§ What is expected
Go through the records below and show every line with the string "column".

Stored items
--------------------------------

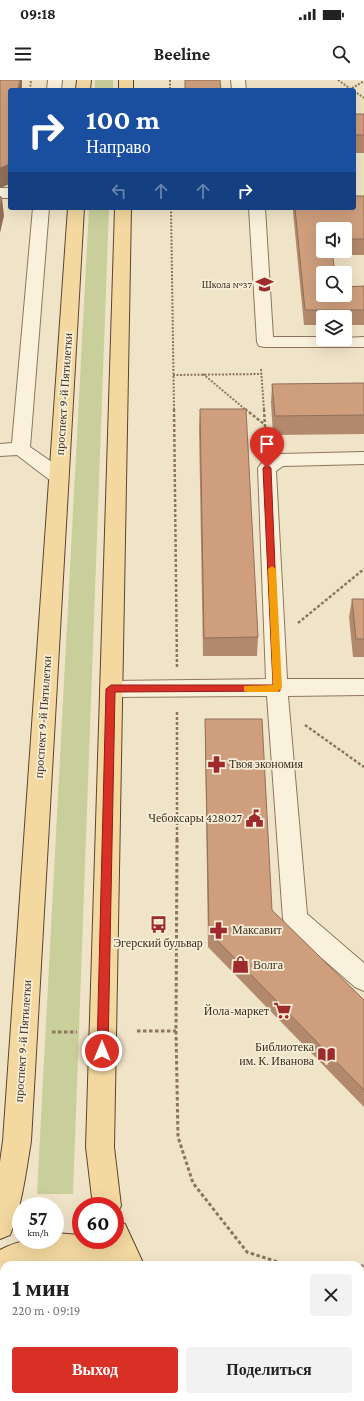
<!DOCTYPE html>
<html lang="ru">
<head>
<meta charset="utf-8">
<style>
	:root { --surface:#fff; --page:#f2f2f2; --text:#222; --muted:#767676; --accent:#d93025 }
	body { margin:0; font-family:"Crimson Pro",serif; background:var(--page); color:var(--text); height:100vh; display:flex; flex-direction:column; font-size:15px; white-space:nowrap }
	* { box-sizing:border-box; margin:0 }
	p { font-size:13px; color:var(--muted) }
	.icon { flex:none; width:22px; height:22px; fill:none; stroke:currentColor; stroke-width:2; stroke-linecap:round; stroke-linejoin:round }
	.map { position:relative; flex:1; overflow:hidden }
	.panel { position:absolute; left:0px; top:1181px; width:364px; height:140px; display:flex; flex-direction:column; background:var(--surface); border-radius:12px 12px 0 0; box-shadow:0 4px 16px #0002 }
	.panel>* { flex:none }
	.hud { position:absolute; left:8px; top:8px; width:348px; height:122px; border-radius:4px; box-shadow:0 4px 16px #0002; background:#1a4fa0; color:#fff; overflow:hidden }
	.fabs { position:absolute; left:316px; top:142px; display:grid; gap:8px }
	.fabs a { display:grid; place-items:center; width:36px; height:36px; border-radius:4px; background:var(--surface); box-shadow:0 4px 16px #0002; font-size:20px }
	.speed { position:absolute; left:12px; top:1117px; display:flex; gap:8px; font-size:20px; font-weight:700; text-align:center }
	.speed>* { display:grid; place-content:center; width:52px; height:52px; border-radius:50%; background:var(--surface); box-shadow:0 4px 16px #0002; line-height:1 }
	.speed small { font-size:10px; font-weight:400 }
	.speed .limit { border:6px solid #d22; background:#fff; color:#111 }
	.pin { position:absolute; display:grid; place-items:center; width:34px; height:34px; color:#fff; margin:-41px -17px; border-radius:50% 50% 50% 0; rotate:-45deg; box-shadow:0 0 4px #0007 }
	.pin .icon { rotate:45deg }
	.me { position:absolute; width:44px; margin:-22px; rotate:0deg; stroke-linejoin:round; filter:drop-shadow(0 0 3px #0008) }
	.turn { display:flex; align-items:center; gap:14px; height:84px; padding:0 12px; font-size:18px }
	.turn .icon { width:52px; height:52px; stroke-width:2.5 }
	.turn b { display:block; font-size:28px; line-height:34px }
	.lanes { display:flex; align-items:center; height:38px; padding:0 12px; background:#0003; justify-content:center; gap:20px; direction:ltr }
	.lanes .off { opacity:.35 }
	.round { display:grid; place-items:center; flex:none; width:42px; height:42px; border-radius:4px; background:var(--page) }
	.headline { display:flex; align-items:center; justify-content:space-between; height:68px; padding:0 12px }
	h1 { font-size:24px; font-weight:700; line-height:30px }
	.button { display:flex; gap:8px; margin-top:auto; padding:8px 12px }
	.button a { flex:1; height:46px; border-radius:4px; background:var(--accent); color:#fff; font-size:16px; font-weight:700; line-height:46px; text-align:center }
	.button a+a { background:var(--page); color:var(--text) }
	.status { display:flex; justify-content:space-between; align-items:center; height:28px; padding:0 20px; background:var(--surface); direction:ltr }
	.status svg { height:11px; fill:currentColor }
	header { display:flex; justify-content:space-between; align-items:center; height:52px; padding:0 12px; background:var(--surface); font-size:18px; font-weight:700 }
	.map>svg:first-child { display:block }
	.green { fill:#c9cf9b }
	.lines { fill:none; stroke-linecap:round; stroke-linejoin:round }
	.minor-casing { stroke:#8d765c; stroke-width:2 }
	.major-casing { stroke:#5b4430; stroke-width:2 }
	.path-far2 { stroke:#8d765c; stroke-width:2; stroke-dasharray:2 1.5; stroke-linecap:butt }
	.path-far1 { stroke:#8d765c; stroke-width:2.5; stroke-dasharray:3 2; stroke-linecap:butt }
	.path { stroke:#8d765c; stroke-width:3; stroke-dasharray:3.5 2.5; stroke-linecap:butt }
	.minor { fill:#faf1dc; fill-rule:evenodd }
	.major { fill:#f3d9a0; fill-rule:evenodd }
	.wall { fill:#b2896c; fill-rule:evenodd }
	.shaded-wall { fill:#916f58 }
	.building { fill:#cf9f7d; stroke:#916f58 }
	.route { fill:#d93025; stroke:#8d1f18 }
	.slow { fill:#f59e0b }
	.labels { text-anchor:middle; stroke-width:3.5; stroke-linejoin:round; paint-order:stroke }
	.far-poi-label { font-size:10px; fill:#3d2e20; stroke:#f7eed8; text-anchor:end }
	.street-label { font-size:12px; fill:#3d2e20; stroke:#f7eed8 }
	.poi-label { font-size:12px; fill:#3d2e20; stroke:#f7eed8; text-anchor:start }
</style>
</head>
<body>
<div class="status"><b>09:18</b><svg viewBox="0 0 49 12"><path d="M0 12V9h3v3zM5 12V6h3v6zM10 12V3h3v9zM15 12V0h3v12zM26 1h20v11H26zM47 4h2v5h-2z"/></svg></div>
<header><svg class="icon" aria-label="menu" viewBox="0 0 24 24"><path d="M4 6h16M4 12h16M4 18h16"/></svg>Beeline<svg class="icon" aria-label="search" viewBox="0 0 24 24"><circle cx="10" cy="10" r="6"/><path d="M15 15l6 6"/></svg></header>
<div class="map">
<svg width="364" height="1321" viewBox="0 0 364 1321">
	<rect width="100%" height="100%" fill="#f0e4c8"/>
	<path class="green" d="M95,0H113V10H95Z
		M89,128H109L73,1114H37Z
		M4,1209V1317H163V1321H0V1212Z"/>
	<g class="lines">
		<defs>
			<path id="minor" d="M48,0H62L61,10H47Z
				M231,0H245L246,10H232Z
				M0,108H10V118H0Z
				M33,128H49L30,367L65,391L67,396L65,401L58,402L51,401L17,375L0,376V364L12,363Z
				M249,128H265L273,257H323V259L364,257V267H265L259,266L257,262Z
				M364,372V384L283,386L276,391L287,599H364V615L288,616L307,834L364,883V911L355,907L286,847L283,839L267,616L111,617L103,615L100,609L103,603L111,601L266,599L258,388C262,381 271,376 279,374Z"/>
			<path id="major" d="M77,0H91L90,10H76Z
				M119,0H133V10H119Z
				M68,128H84L31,1061C26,1092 22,1125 10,1155L0,1159V1082L3,1061Z
				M115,128H131L114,1067L121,1126L115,1137V1126H93L86,1067Z
				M115,1140L125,1144L144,1185H89L61,1181L32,1185H4V1199L0,1200V1170C20,1159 33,1160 55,1160V1153L81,1155V1160H115Z
				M364,1249V1279L360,1280V1250Z
				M364,1291V1321H357L349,1317H360V1292Z
				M170,1317H200V1321H170Z
				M268,1317H305L304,1321H267Z"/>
		</defs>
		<use href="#minor" class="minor-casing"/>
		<use href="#major" class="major-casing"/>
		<path class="path-far2" d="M170,0V10
			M338,0L352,10
			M30,10L31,0
			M349,10L364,1
			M354,11L364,18
			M171,128L174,330
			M261,289L264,330
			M203,294L246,330
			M173,295L262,294"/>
		<path class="path-far1" d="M174,329L177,587
			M245,329L264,344
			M264,329L266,364
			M298,543L364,489
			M305,645L364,687
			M177,760V630"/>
		<path class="path" d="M177,759L176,951L178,1057L193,1103L247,1172L287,1185
			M137,951H176
			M52,952H77
			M360,1186H364"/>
		<use href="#minor" class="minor"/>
		<use href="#major" class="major"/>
	</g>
	<path class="wall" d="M354,34H364V73H354Z
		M364,116V175H333L323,215L364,206V245H345V237H323V245H304L293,132V128H354ZM323,149H345V171H323Z
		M364,303V354L273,355L271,323L272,304Z
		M200,329L258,557L257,576H203L199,349Z
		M352,519H364V577H353L349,537Z
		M205,639L272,830L364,920V1027L208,867L205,657Z"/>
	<path class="shaded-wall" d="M20,0H22V10H18Z
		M10,73V104L0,108V88Z
		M2,118L4,136L0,153V126Z"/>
	<path class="building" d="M0,0H20L18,10H10V73L8,85L0,88Z
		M185,0H220L221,10H185Z
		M354,34H364V55H354Z
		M0,116L2,118L0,126Z
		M354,116H364V159H345V149H323V171H332L335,193H323V215H345V207L364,206V230H305L295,128H354Z
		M364,303V335L275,336L272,304Z
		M200,329H246L258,557L204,558Z
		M352,519H364V559H356Z
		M205,639H262L272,830L364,920V1010L209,852Z"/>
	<path class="route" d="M267,385L271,388L280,611L115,612L108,971L106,975L102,976L99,975L97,971L106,609L111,605H273L263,388Z"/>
	<path class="slow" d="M272,486L276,489L282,608L277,612H247L244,611V606L273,605L268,489Z"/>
	<defs>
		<symbol id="school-bare" viewBox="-9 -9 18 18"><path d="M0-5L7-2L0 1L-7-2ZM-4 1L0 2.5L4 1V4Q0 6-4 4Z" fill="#9e2a2b" stroke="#f7eed8" stroke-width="2.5" paint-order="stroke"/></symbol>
		<symbol id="pharmacy-bare" viewBox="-9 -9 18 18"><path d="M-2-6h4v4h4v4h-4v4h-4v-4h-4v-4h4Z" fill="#9e2a2b" stroke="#f7eed8" stroke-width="2.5" paint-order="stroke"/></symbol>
		<symbol id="civic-bare" viewBox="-9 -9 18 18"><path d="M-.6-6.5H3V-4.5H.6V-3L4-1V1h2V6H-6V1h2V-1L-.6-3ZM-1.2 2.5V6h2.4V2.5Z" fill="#9e2a2b" stroke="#f7eed8" stroke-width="2.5" paint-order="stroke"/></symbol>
		<symbol id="bus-bare" viewBox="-9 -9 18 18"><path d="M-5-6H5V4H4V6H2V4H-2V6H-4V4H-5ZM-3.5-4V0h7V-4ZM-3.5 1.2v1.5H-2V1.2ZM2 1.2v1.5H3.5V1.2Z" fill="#9e2a2b" stroke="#f7eed8" stroke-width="2.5" paint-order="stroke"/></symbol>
		<symbol id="shop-bare" viewBox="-9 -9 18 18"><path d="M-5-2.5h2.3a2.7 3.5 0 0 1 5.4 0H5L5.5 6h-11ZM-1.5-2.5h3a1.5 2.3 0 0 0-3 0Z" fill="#9e2a2b" stroke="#f7eed8" stroke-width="2.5" paint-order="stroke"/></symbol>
		<symbol id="supermarket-bare" viewBox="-9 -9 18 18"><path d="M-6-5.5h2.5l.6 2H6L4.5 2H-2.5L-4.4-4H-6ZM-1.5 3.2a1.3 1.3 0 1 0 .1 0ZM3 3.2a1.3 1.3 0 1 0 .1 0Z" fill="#9e2a2b" stroke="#f7eed8" stroke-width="2.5" paint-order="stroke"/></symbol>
		<symbol id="library-bare" viewBox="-9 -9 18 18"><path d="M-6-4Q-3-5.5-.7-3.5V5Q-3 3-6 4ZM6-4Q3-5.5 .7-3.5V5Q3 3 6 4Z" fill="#9e2a2b" stroke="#f7eed8" stroke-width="2.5" paint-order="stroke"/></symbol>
	</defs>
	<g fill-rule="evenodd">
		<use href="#school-bare" x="252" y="192" width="25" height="25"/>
		<use href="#pharmacy-bare" x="204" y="672" width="25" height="25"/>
		<use href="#civic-bare" x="242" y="726" width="25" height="25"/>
		<use href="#bus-bare" x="146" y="832" width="25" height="25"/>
		<use href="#pharmacy-bare" x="206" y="838" width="25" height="25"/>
		<use href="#shop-bare" x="228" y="872" width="25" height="25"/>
		<use href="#supermarket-bare" x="270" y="918" width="25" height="25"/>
		<use href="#library-bare" x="314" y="962" width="25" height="25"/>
	</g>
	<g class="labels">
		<g class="far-poi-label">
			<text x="252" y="208">Школа №37</text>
		</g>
		<g class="street-label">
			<text transform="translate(64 314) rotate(-86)" y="4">проспект 9-й Пятилетки</text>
			<text transform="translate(43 637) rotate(-86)" y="4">проспект 9-й Пятилетки</text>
			<text transform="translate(23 961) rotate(-86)" y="4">проспект 9-й Пятилетки</text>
		</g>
		<g class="poi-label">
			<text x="229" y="688">Твоя экономия</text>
			<text x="242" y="742" text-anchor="end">Чебоксары 428027</text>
			<text x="232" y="854">Максавит</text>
			<text x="158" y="867" text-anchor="middle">Эгерский бульвар</text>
			<text x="253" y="889">Волга</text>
			<text x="269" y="935" text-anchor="end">Йола-маркет</text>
			<text x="314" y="971" text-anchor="end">Библиотека<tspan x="314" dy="14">им. К. Иванова</tspan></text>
		</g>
	</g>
</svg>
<div class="fabs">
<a><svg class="icon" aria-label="sound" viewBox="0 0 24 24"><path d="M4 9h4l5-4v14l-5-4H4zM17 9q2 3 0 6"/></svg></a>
<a><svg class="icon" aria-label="search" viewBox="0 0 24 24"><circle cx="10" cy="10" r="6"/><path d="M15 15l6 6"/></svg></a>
<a><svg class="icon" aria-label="layers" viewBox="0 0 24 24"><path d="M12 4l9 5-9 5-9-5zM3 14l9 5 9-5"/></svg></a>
</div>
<div class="speed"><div>57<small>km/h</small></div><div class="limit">60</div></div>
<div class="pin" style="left:267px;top:388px;background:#d93025"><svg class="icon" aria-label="arrive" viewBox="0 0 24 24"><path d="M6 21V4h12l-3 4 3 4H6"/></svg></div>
<svg class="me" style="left:102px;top:971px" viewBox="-20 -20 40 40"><circle r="17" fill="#d93025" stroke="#fff" stroke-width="3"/><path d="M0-11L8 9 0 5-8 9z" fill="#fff"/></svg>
<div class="hud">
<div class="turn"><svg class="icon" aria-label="right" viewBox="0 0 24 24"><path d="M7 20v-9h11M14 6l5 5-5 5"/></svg><div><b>100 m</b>Направо</div></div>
<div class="lanes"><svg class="icon off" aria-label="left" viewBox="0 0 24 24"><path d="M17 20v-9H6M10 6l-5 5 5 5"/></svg><svg class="icon off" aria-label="ahead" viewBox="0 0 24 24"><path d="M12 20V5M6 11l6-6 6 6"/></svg><svg class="icon off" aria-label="ahead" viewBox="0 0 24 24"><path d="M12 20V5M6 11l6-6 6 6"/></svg><svg class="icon" aria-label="right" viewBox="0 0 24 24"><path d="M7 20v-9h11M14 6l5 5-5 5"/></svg></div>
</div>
<section class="panel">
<div class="headline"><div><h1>1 мин</h1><p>220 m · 09:19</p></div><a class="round"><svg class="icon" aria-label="close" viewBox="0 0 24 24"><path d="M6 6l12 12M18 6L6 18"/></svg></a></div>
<div class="button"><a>Выход</a><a>Поделиться</a></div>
</section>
</div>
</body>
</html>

--------------------------------

§ Task response
	body { margin:0; font-family:"Crimson Pro",serif; background:var(--page); color:var(--text); height:100vh; display:flex; flex-direction:column; font-size:15px; white-space:nowrap }
	.panel { position:absolute; left:0px; top:1181px; width:364px; height:140px; display:flex; flex-direction:column; background:var(--surface); border-radius:12px 12px 0 0; box-shadow:0 4px 16px #0002 }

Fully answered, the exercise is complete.